И без всякого предупреждения, за исключением легкого движения руки О’Брайена, волна боли затопила тело Уинстона. Боль очень пугала, потому что он не видел, что происходит, и чувствовал, что над ним нависла угроза смертельной травмы. Он не понимал, происходит ли что-то на самом деле, или это воздействие электричества; но его тело скручивалось, а суставы медленно разрывались. От боли на лбу выступил пот, но больше всего он боялся, что вот-вот сломается позвоночник. Он стиснул зубы и дышал через нос, старясь молчать, пока это возможно.
– Вы боитесь, – сказал О’Брайен, вглядываясь в его лицо, – что в следующую секунду у вас что-нибудь разорвется. Особенно вы боитесь, что треснет позвоночник. Вы ясно представляете, как позвоночные диски разъединяются, и из них капает спинномозговая жидкость. Вот о чем вы думаете, правда, Уинстон?
Уинстон не ответил. О’Брайен потянул рычаг назад, на круглую шкалу. Волна боли отступила почти так же быстро, как и нахлынула.

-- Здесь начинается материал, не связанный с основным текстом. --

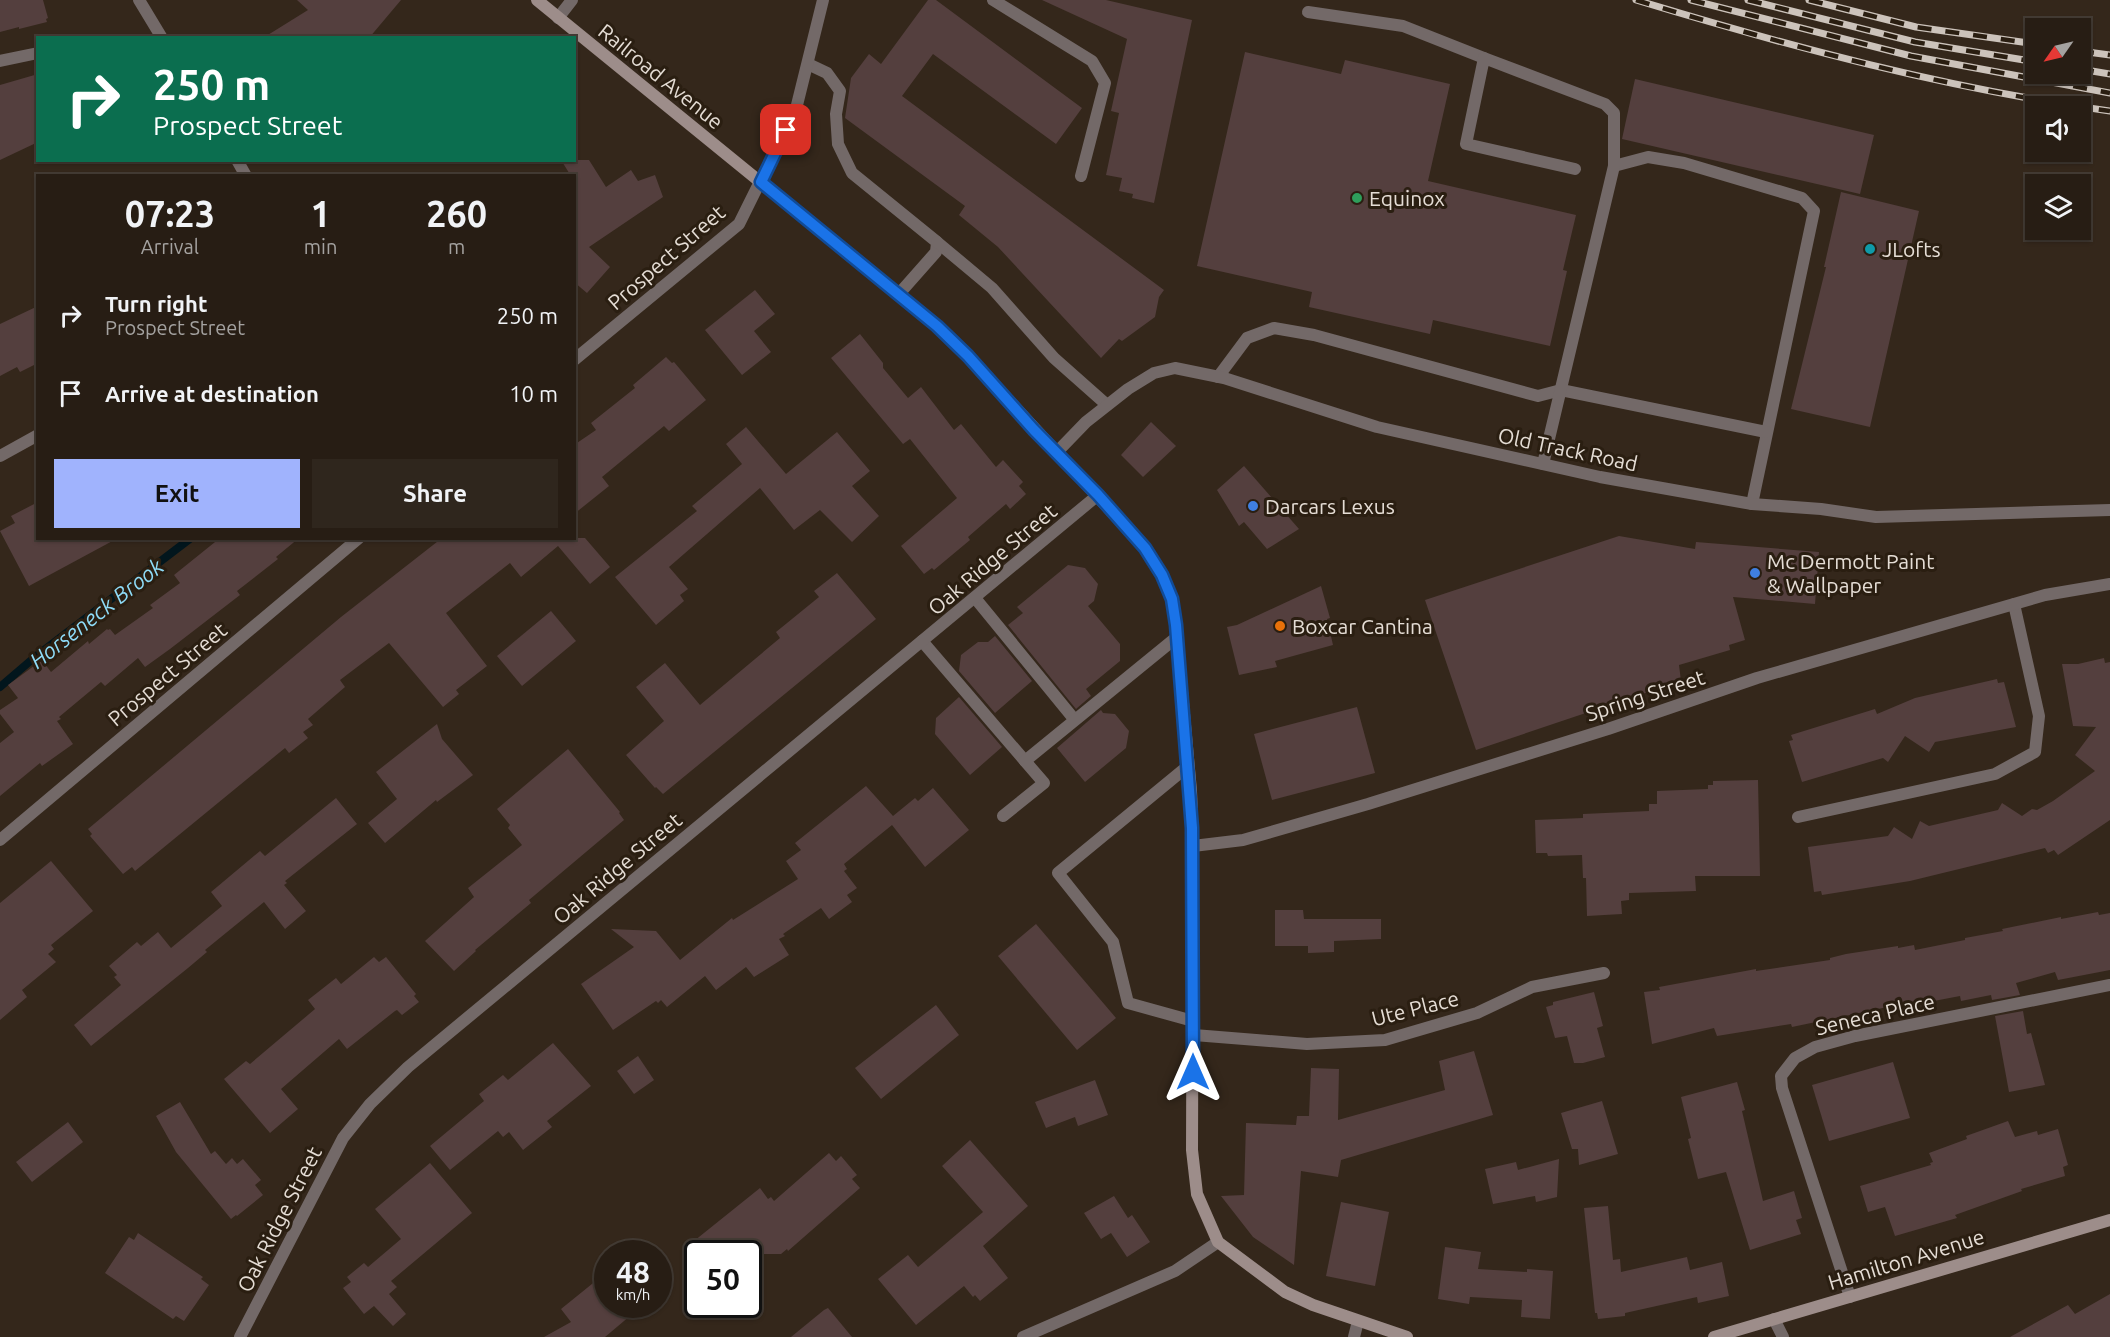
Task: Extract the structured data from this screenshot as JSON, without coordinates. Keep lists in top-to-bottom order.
{
  "streets": {
    "main road": ["Railroad Avenue", "Hamilton Avenue"],
    "street": [
      "Prospect Street",
      "Old Track Road",
      "Oak Ridge Street",
      "Spring Street",
      "Ute Place",
      "Seneca Place"
    ]
  },
  "crossings": [
    ["Railroad Avenue", "Prospect Street"],
    ["Railroad Avenue", "Old Track Road"],
    ["Railroad Avenue", "Oak Ridge Street"],
    ["Railroad Avenue", "Spring Street"],
    ["Railroad Avenue", "Ute Place"],
    ["Seneca Place", "Hamilton Avenue"]
  ],
  "water": ["Horseneck Brook"],
  "places": [
    "Equinox",
    "JLofts",
    "Darcars Lexus",
    "Mc Dermott Paint & Wallpaper",
    "Boxcar Cantina"
  ],
  "north": "bottom left",
  "page": {
    "turn": ["250 m", "Prospect Street"],
    "eta": [
      "07:23",
      "Arrival",
      "1",
      "min",
      "260",
      "m"
    ],
    "list": [
      {
        "name": "Turn right",
        "note": "Prospect Street",
        "value": "250 m"
      },
      {
        "name": "Arrive at destination",
        "value": "10 m"
      }
    ],
    "buttons": ["Exit", "Share"],
    "speed": "48 km/h",
    "limit": "50"
  }
}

– Это сорок, – заметил О’Брайен. – Видите, здесь шкала до ста. Пожалуйста, во время всего нашего разговора помните, что в моей власти причинить вам боль в любой момент, причем, в такой степени, в какой я посчитаю нужным. Если вы начнете мне лгать, или попытаетесь хоть как-то вилять, или просто будете соображать хуже обычного, то вам придется постоянно кричать от боли. Вы понимаете это?
– Да, – ответил Уинстон.
Манеры О’Брайена стали менее жесткими. Он задумчиво поправил очки и сделал пару шагов взад и вперед. Когда он говорил, в его голосе слышались мягкость и терпение. Будто он был доктором, учителем, даже священником, который больше старается объяснить и убедить, чем не наказать.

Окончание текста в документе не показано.